[Assigned task]
Search the data for the word "filterUnits". Reproduce every line where it is found.

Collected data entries
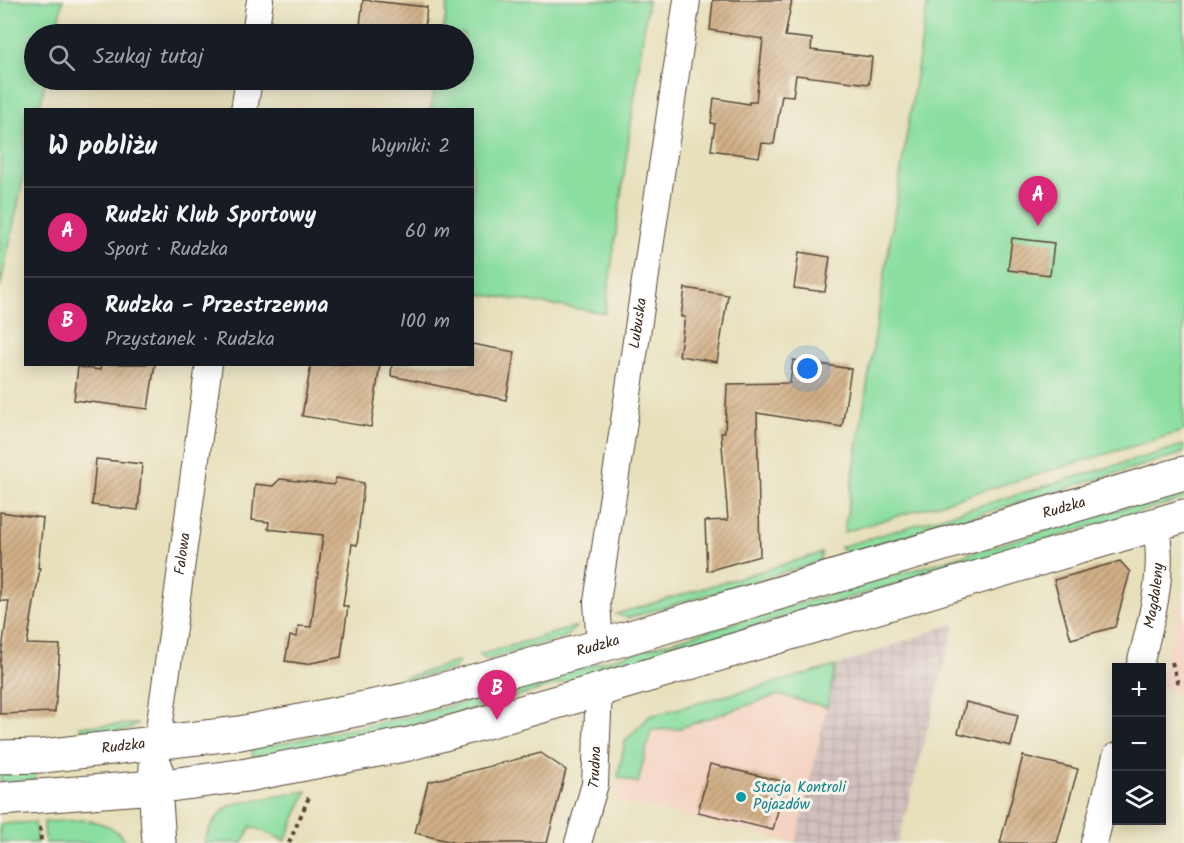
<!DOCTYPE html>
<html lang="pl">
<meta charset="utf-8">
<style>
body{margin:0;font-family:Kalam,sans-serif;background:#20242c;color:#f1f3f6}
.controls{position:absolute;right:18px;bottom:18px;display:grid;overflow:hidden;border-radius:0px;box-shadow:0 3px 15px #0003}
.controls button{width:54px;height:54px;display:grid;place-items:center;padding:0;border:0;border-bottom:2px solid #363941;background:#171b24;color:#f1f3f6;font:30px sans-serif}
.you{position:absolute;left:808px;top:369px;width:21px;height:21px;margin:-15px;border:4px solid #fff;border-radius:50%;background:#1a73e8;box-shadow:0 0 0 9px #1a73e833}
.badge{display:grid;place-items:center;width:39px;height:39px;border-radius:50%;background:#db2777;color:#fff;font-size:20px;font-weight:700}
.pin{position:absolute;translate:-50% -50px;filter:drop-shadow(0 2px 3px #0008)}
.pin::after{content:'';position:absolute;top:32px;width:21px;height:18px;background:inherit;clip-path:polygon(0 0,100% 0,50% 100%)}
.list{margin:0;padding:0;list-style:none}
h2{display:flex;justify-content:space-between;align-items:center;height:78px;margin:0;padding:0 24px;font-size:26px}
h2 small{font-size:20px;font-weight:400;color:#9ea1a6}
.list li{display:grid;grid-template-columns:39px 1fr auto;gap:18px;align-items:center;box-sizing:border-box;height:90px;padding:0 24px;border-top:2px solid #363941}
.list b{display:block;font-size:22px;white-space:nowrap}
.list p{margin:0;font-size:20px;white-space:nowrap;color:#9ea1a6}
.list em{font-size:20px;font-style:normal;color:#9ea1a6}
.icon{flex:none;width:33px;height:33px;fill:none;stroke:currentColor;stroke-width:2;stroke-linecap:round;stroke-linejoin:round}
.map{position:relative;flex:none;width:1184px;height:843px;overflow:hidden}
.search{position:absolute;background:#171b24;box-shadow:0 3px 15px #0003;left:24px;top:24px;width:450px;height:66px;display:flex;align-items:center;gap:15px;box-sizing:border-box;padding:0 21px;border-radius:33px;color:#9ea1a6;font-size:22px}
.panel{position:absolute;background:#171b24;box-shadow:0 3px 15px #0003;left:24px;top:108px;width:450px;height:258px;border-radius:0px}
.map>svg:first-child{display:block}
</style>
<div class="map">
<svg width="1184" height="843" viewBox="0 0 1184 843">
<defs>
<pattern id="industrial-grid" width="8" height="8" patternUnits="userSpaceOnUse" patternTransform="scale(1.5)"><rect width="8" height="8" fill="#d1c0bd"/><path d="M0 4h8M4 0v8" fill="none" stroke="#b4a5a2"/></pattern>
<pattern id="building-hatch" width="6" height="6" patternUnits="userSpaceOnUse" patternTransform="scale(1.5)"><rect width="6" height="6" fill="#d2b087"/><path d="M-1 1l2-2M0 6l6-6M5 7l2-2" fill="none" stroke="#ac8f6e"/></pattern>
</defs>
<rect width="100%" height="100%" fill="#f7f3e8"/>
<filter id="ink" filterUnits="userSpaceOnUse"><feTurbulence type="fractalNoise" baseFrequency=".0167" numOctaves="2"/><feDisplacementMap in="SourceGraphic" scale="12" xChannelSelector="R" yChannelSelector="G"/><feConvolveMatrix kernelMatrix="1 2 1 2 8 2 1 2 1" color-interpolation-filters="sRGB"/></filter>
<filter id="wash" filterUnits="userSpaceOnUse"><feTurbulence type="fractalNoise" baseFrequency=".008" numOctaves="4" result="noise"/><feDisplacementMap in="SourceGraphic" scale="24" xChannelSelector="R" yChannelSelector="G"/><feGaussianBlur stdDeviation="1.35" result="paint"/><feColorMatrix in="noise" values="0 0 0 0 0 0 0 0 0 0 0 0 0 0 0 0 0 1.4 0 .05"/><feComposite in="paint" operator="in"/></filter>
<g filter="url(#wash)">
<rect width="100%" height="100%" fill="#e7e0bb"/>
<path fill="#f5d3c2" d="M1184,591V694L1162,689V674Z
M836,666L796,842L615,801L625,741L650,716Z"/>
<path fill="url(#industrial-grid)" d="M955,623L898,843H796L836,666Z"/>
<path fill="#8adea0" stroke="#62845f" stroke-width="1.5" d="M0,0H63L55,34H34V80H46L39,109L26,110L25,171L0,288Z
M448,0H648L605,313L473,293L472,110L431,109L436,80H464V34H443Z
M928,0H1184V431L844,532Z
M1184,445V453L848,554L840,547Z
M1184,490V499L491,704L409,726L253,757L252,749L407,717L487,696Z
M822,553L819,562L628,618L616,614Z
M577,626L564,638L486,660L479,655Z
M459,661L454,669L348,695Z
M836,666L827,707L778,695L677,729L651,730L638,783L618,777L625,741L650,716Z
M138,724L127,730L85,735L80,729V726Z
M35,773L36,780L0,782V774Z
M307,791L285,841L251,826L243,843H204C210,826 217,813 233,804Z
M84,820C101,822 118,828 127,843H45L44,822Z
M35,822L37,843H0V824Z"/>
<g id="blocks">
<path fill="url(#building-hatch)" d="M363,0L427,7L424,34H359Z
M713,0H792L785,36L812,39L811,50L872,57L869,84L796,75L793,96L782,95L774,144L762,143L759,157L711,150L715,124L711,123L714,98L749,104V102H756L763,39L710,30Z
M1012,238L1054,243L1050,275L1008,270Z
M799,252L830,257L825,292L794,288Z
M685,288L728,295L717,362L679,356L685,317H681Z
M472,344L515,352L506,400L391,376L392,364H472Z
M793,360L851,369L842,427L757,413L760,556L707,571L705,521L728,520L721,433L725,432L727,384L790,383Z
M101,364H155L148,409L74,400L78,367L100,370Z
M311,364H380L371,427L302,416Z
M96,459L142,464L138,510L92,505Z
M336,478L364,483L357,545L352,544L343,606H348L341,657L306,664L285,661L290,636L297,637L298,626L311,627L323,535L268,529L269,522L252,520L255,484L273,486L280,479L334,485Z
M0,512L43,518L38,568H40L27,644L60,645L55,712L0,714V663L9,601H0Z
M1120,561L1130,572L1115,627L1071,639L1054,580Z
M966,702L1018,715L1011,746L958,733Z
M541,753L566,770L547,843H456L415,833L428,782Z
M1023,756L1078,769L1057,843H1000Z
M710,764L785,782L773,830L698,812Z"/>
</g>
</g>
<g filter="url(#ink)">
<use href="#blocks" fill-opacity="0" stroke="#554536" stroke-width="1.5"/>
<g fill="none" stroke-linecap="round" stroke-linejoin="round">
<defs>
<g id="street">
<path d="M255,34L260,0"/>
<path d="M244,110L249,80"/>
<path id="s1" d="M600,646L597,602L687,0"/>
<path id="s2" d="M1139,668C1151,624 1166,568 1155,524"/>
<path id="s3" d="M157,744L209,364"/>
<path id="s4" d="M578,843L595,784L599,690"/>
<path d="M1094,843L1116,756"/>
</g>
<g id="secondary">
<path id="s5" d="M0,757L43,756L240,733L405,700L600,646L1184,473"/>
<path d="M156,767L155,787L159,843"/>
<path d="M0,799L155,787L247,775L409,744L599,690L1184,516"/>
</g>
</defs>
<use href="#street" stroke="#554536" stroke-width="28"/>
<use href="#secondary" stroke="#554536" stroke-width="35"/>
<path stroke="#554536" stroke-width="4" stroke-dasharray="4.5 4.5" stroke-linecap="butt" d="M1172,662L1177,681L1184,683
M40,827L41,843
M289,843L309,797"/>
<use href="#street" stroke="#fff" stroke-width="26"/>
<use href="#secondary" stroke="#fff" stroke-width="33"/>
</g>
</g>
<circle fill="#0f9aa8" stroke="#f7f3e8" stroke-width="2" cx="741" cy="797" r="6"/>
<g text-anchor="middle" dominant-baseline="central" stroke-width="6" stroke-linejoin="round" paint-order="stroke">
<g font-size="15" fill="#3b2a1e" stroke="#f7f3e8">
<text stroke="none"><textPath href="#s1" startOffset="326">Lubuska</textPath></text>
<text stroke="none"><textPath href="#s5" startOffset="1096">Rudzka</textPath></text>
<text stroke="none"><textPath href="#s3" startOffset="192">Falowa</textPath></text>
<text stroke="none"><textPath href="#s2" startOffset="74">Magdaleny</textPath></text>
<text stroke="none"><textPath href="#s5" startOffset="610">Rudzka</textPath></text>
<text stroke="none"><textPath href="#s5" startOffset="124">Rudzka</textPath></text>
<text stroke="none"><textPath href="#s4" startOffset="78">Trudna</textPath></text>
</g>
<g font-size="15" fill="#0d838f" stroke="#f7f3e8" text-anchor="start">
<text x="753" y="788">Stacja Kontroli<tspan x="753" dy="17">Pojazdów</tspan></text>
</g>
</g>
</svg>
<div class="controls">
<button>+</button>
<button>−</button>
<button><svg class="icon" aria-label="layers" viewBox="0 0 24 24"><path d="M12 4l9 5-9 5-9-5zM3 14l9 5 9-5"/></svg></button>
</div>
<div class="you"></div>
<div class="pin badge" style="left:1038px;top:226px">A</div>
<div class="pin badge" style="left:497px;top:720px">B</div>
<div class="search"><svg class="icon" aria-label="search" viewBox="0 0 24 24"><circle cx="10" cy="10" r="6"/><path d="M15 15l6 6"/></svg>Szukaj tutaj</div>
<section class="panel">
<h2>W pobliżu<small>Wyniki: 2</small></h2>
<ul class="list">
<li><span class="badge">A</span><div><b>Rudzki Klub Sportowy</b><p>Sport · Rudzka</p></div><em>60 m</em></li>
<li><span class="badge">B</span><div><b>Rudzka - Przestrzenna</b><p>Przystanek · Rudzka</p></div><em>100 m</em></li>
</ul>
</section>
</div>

[Answer box]
<filter id="ink" filterUnits="userSpaceOnUse"><feTurbulence type="fractalNoise" baseFrequency=".0167" numOctaves="2"/><feDisplacementMap in="SourceGraphic" scale="12" xChannelSelector="R" yChannelSelector="G"/><feConvolveMatrix kernelMatrix="1 2 1 2 8 2 1 2 1" color-interpolation-filters="sRGB"/></filter>
<filter id="wash" filterUnits="userSpaceOnUse"><feTurbulence type="fractalNoise" baseFrequency=".008" numOctaves="4" result="noise"/><feDisplacementMap in="SourceGraphic" scale="24" xChannelSelector="R" yChannelSelector="G"/><feGaussianBlur stdDeviation="1.35" result="paint"/><feColorMatrix in="noise" values="0 0 0 0 0 0 0 0 0 0 0 0 0 0 0 0 0 1.4 0 .05"/><feComposite in="paint" operator="in"/></filter>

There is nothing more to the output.